I write separately, to supplement the decision rendered today and comment on a procedural difficulty involved in this case. The common pleas court correctly concluded that (1) the State Medical Board was required to establish that Dr. *Page 563 Urella's New York license had been disciplined, and (2) that the action upon which the Ohio Medical Board's decision was based would likewise have constituted a violation of the Ohio Medical Practices Act. The State Medical Board previously concluded the following:
"The Board concludes that Dr. Urella's surrender of his New York Medical license, under charge from the New York Board of seventeen (17) specific violations of the New York Medical Practices Act, involving actions that would have in many, if not all, such instances constituted a violation of Ohio's Medical Practices Act, is tantamount to the `limitation, revocation, or suspension by another state of a license or certificate to practice issued by the proper licensing authority of that state * * * for an action that also would have been a violation of this chapter, except for nonpayment of fees.'"
A threshold issue in this case is whether Dr. Urella's surrender of his New York license is legally tantamount to a disciplinary action. I do not believe that a surrender of license, under the circumstances here involved, is tantamount to a disciplinary action. While such conduct by a licensee might appear to be the result of a disciplinary action, an express denial of any wrongdoing by the practitioner, in the absence of proof of specific charges, does not equate to proof of violation of law in another state that, if carried out in Ohio, would constitute a violation of the Ohio Medical Practices Act. The Ohio Medical Board's decision on the record before us is not supported by either probative or substantial evidence, as there can be no legal determination of wrongdoing without evidence. The allegations of wrongdoing or charges, in whatever form, do not in themselves rise to the level of proof or evidentiary findings of wrongdoing. Since the original proceedings in New York involved no admission of misconduct and there was no adjudication of misconduct, there could be no such conclusion reached by the Ohio Medical Board in the absence of specific evidentiary findings that the alleged wrongful conduct in New York actually occurred.

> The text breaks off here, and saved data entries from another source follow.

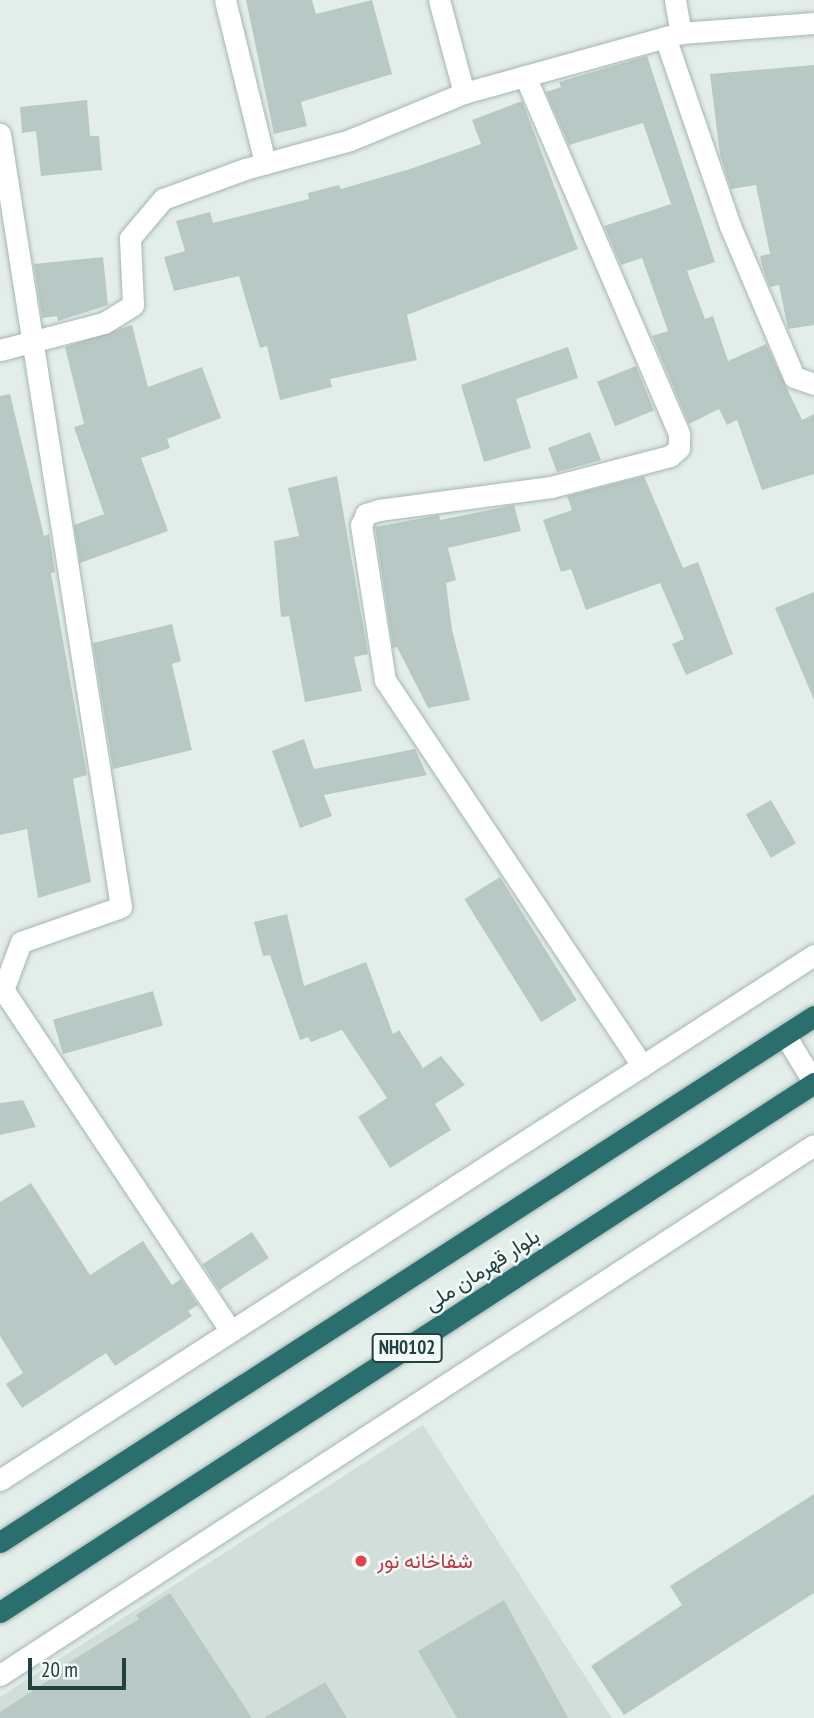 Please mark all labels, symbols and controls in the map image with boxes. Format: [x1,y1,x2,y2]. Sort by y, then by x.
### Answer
street label: بلوار قهرمان ملی [420,1223,544,1317]
road number: NH0102 [370,1332,444,1364]
place label: شفاخانه نور [377,1548,473,1574]
marker: شفاخانه نور [351,1551,371,1571]
scale bar [32,1644,130,1688]
text: 20 m [41,1656,78,1683]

Part of the problem in this case is the Ohio Medical Board's urging of a strained interpretation of a no contest plea entered by the doctor, with acceptance of denial, as allowed in New York. The difficulty of this procedural posture and the problem for the Ohio Medical Board is that New York allows the surrender of the license, accepts a denial of charges, and makes no findings of wrongdoing. The record upon which the Ohio Medical Board's action is founded is upon a case where charges are answered by the doctor but remain pending in an unproven status. There should then be no inference taken from these circumstances for the benefit of or to the detriment of either party. To put it another way, the doctor could argue there is no inference of wrongdoing and the state of New York could argue there is an inference of guilt or there would be need to surrender the license. But there could be a surrender of the medical *Page 564 license without any charges of wrongdoing. We are thus back to the ultimate defect in this case from the standpoint that in the absence of an affirmative disciplinary action by the New York Board, and the absence of any evidence in the record establishing actual wrongdoing, the charges are not a conclusive determination sufficient to support a disciplinary action in Ohio. There is, therefore, an absence in this case of reliable, substantive and substantial proof upon which the Ohio Medical Board based its decision. The judgment of the Franklin County Court of Common Pleas should accordingly be affirmed.